══ RECORDS TO USE ══
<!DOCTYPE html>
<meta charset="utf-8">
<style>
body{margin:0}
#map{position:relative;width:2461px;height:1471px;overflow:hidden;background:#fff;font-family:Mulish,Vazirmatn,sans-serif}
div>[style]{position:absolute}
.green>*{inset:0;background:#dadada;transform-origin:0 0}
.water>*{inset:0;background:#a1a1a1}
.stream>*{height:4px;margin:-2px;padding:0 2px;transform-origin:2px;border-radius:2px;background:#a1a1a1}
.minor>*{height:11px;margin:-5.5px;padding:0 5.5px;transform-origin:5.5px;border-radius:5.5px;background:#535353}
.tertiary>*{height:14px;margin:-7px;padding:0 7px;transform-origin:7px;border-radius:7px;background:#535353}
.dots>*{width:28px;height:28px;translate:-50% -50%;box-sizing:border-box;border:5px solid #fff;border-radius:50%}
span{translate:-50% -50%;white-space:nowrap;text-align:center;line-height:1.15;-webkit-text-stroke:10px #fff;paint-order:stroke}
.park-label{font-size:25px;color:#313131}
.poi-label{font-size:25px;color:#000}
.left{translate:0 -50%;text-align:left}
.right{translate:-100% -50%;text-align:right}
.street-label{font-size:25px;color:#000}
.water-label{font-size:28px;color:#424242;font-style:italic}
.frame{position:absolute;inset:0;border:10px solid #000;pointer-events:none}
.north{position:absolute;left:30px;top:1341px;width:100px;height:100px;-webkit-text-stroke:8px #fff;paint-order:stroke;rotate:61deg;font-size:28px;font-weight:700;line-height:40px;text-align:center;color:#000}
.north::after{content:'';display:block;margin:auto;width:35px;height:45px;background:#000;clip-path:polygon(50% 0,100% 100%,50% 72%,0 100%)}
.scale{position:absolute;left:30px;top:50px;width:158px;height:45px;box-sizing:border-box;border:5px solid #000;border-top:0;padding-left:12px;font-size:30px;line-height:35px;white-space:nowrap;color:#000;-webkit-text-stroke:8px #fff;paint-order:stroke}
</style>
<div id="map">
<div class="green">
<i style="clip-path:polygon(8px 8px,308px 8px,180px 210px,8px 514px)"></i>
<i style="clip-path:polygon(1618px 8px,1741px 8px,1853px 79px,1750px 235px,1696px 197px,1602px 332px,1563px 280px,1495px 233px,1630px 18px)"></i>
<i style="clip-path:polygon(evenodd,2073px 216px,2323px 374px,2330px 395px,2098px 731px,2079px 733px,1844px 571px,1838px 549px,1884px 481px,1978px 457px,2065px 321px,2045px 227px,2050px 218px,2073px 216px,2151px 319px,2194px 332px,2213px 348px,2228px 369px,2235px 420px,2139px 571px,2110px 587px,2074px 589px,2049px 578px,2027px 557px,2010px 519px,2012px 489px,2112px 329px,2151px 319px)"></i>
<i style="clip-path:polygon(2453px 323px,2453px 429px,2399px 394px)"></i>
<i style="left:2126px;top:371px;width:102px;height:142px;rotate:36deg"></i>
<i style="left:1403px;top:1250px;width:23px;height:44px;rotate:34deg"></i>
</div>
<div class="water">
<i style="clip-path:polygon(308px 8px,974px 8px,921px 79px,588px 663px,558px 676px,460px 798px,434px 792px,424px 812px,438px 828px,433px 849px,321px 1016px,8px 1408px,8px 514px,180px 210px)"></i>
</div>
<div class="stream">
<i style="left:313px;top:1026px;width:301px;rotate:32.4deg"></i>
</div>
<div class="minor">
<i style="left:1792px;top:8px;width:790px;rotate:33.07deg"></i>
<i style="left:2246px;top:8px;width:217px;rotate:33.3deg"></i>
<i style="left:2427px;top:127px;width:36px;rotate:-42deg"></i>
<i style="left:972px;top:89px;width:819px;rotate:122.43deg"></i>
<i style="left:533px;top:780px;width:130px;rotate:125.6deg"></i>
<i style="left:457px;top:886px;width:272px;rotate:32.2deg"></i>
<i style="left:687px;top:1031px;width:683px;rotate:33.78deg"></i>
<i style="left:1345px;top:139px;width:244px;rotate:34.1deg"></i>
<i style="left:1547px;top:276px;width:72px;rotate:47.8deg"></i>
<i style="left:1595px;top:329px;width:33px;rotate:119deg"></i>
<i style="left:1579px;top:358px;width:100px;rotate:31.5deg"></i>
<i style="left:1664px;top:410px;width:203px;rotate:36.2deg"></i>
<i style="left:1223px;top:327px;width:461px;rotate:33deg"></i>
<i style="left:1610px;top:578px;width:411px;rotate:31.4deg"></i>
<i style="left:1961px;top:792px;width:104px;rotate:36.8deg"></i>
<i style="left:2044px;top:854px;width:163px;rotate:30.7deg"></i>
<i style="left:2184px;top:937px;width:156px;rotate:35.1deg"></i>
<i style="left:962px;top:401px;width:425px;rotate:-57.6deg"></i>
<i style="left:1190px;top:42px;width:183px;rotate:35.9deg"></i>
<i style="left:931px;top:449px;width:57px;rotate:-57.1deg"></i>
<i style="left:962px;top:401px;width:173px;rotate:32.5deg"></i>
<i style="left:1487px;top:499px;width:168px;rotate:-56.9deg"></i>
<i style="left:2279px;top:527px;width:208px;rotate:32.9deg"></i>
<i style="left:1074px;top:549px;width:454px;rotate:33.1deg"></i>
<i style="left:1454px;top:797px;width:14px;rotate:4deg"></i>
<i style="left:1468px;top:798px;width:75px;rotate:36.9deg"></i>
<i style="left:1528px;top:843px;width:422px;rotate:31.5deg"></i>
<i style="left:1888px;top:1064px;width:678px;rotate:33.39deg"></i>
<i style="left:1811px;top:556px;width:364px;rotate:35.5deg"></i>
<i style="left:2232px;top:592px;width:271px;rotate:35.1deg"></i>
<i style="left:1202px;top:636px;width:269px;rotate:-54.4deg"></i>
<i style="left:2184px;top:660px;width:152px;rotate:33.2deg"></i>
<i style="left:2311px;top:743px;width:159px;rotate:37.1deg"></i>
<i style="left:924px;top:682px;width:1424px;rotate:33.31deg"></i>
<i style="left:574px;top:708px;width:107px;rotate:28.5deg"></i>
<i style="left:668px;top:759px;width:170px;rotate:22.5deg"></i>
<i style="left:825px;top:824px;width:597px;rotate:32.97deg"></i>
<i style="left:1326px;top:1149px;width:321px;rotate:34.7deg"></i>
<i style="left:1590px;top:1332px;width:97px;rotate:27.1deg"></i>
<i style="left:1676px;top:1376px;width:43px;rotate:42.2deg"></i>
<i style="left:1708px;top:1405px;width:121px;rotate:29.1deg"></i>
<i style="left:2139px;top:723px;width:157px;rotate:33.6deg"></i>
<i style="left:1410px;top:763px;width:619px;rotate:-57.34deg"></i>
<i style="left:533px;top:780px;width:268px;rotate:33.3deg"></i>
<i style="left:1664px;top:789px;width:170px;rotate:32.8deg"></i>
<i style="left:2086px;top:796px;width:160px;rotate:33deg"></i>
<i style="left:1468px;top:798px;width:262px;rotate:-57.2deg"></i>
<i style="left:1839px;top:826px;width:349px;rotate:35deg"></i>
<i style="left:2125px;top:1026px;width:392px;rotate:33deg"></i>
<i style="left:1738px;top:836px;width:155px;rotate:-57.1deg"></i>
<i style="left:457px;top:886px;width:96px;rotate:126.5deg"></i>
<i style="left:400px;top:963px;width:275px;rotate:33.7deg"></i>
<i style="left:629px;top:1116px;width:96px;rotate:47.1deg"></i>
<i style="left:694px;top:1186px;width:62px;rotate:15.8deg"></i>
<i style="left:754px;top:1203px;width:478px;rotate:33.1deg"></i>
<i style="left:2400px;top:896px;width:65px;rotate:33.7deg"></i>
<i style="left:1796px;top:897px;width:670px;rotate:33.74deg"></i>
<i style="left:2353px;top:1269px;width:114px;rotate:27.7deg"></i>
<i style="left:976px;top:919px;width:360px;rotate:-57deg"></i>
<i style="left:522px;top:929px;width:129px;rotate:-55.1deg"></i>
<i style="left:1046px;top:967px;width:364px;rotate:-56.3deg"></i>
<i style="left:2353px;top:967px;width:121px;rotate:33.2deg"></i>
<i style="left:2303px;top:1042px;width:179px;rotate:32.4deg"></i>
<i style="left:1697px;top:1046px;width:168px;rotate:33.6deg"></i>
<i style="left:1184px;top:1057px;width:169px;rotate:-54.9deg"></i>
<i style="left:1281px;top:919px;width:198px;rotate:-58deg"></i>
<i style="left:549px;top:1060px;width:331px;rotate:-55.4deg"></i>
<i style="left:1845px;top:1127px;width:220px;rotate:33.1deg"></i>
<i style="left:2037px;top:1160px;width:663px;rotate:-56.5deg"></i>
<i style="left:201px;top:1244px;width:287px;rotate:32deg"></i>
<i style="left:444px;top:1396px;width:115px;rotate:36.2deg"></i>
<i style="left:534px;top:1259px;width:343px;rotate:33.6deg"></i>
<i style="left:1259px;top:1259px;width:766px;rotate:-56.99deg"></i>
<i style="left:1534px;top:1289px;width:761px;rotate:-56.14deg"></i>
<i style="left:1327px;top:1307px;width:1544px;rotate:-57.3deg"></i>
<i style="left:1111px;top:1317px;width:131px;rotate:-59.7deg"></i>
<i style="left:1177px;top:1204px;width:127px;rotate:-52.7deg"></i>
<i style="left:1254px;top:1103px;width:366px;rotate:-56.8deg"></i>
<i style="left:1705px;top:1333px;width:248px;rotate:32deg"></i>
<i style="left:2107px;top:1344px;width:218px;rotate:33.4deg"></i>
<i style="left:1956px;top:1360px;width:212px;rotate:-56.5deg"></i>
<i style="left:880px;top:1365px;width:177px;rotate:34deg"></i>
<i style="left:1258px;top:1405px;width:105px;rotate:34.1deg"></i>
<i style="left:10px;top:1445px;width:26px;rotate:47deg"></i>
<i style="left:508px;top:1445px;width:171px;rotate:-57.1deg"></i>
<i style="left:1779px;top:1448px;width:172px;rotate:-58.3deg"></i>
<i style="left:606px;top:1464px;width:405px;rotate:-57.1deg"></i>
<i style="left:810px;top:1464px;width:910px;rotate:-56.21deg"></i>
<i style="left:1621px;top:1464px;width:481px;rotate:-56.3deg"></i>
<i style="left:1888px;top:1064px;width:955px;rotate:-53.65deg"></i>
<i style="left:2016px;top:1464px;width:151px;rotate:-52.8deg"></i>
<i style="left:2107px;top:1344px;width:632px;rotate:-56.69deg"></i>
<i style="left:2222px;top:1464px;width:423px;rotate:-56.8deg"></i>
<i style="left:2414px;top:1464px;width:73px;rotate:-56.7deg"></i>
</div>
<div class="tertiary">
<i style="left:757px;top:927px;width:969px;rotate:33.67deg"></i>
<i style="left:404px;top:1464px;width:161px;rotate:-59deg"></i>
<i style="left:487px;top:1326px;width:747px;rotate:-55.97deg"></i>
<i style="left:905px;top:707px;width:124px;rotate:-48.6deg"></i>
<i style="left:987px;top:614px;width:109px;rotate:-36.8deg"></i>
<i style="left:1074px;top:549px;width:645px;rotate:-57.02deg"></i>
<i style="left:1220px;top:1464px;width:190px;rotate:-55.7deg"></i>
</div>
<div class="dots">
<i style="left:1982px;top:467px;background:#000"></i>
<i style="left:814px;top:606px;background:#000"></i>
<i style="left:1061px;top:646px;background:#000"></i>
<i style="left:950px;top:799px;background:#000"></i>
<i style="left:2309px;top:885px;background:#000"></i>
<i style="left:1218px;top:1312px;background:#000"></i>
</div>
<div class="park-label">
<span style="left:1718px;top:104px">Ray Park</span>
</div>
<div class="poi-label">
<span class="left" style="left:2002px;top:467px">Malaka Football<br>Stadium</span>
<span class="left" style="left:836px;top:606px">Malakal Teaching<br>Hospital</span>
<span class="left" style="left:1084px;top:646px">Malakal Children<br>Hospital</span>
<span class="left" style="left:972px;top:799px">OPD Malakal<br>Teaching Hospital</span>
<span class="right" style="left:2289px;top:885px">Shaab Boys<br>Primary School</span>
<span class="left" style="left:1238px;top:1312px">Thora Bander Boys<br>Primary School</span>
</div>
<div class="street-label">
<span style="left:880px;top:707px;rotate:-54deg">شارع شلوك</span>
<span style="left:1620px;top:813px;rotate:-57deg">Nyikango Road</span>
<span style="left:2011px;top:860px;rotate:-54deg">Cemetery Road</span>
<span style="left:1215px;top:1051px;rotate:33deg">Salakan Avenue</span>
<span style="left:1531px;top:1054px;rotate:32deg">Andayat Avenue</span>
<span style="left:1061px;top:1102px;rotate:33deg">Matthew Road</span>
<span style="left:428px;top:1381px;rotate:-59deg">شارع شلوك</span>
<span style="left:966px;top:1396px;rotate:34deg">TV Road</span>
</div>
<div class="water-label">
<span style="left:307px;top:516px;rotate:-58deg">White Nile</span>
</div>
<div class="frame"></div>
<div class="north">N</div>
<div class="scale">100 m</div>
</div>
═══
» **ACTIVITY**: Return all lines in the entries above that carry the word "stream".

» **TASK SOLUTION**:
.stream>*{height:4px;margin:-2px;padding:0 2px;transform-origin:2px;border-radius:2px;background:#a1a1a1}
<div class="stream">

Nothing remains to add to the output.